O PALADAR QUE TEREMOS NO CÉU

Sem título

Paulo Zifum

Neurologistas dizem que a comida entra pelo cérebro como título de uma palestra. As papilas gustativas estão distribuídas na língua, no palato, na mucosa das bochechas, nas amígdalas, na úvula e na região superior da garganta, e são elas (receptores) responsáveis para identificar o “discurso”.

O prazer com o paladar novo, imagino, ocorrerá de modo misterioso, dependendo do perfil de “busca por conhecimento”. Nosso cérebro bloqueia o prazer caso associe o gosto com uma rejeição do passado ou medo futuro. Mas, convida todas as adições novas que se encaixem nas preferências já registradas. É complexo e místico.

Algumas coisas no ser humano tem um funcionamento mecânico e simples, cujas reações podem ser explicadas de modo racional. Outras desafiam a ciência, insistindo em mostrar a parte imaterial do homem. O prazer no paladar associado ao olfato é uma delas.

Mesmo ao comer de modo mecânico e distraído, apenas para repôr as energias,  o cérebro trabalha, mantendo os cálculos para provar se o sanduíche está normal. Somos capazes de fazer isso sem nenhuma emoção, mas, o paladar mantém todo o trabalho de avaliar o discurso até de um copo com água.

Agora, quando comemos e bebemos para existir, a metafísica aparece. É algo além do pasto comum. É um ato que nos diferencia de todos os animais. É uma comunhão. Não é apenas comer, é degustar, é lembrar, é viajar, é um prazer.
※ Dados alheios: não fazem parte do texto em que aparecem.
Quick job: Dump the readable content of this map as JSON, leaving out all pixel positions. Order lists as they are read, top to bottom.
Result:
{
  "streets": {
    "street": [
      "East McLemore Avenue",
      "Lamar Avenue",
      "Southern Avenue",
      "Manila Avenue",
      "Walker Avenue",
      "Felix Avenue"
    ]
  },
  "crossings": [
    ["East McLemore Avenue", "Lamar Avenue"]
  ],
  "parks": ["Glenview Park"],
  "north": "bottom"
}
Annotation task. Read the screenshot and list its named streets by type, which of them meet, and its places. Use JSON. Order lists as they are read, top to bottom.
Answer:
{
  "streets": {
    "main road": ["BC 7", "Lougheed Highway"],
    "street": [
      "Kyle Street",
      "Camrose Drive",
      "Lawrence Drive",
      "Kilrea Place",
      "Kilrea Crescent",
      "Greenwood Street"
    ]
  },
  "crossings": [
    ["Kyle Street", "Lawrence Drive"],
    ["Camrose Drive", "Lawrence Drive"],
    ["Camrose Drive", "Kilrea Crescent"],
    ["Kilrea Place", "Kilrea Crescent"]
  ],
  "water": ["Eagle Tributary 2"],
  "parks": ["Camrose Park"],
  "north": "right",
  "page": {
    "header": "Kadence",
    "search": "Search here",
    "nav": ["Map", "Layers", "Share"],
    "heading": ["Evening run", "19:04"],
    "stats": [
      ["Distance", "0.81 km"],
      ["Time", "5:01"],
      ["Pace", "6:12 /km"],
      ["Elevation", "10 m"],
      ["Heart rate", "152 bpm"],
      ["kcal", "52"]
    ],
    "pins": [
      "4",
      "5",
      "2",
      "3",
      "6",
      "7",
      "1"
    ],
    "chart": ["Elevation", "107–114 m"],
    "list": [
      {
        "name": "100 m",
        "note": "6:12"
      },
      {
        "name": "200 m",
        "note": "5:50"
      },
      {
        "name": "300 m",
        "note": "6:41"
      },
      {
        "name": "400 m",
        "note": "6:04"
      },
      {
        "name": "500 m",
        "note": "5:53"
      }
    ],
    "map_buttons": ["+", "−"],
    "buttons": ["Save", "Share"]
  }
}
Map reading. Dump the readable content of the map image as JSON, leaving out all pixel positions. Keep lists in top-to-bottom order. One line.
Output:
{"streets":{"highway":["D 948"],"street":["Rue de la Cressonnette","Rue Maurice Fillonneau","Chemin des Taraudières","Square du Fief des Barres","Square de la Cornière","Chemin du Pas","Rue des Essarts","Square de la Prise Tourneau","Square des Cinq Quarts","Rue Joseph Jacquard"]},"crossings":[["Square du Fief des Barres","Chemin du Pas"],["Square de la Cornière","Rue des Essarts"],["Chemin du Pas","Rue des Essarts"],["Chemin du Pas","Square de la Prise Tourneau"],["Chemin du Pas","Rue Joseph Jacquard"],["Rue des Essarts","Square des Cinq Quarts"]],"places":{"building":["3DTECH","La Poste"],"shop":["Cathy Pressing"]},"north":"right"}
Não podemos ser solenes assim o tempo todo, mas ninguém deve reduzir a alimentação ao ato de abastecer o tanque.

Nisso, algumas culturas se destacam, pois se negam a “encher o bucho”. Há algo mais elevado em comer, e essa elevação dispensa muita comida. Em alguns lugares do mundo, reunir 10 pessoas e oferecer 2 pizzas é mais que suficiente. A qualidade da pizza deve ser alta, não a quantidade. Em contrapartida, algumas culturas, qualidade não importa muito, mas precisam de, no mínimo, 4 pizzas. Se sobrar, se come frio pela manhã.

Voltando ao assunto, o paladar ativa a memória que busca o prazer de lembrar. A vida passa pelo paladar como um álbum de fotos boas. Às vezes, uma foto específica é procurada de modo inconsciente. A lembrança de infância ou um momento mágico da vida faz com que o ato de comer transcenda.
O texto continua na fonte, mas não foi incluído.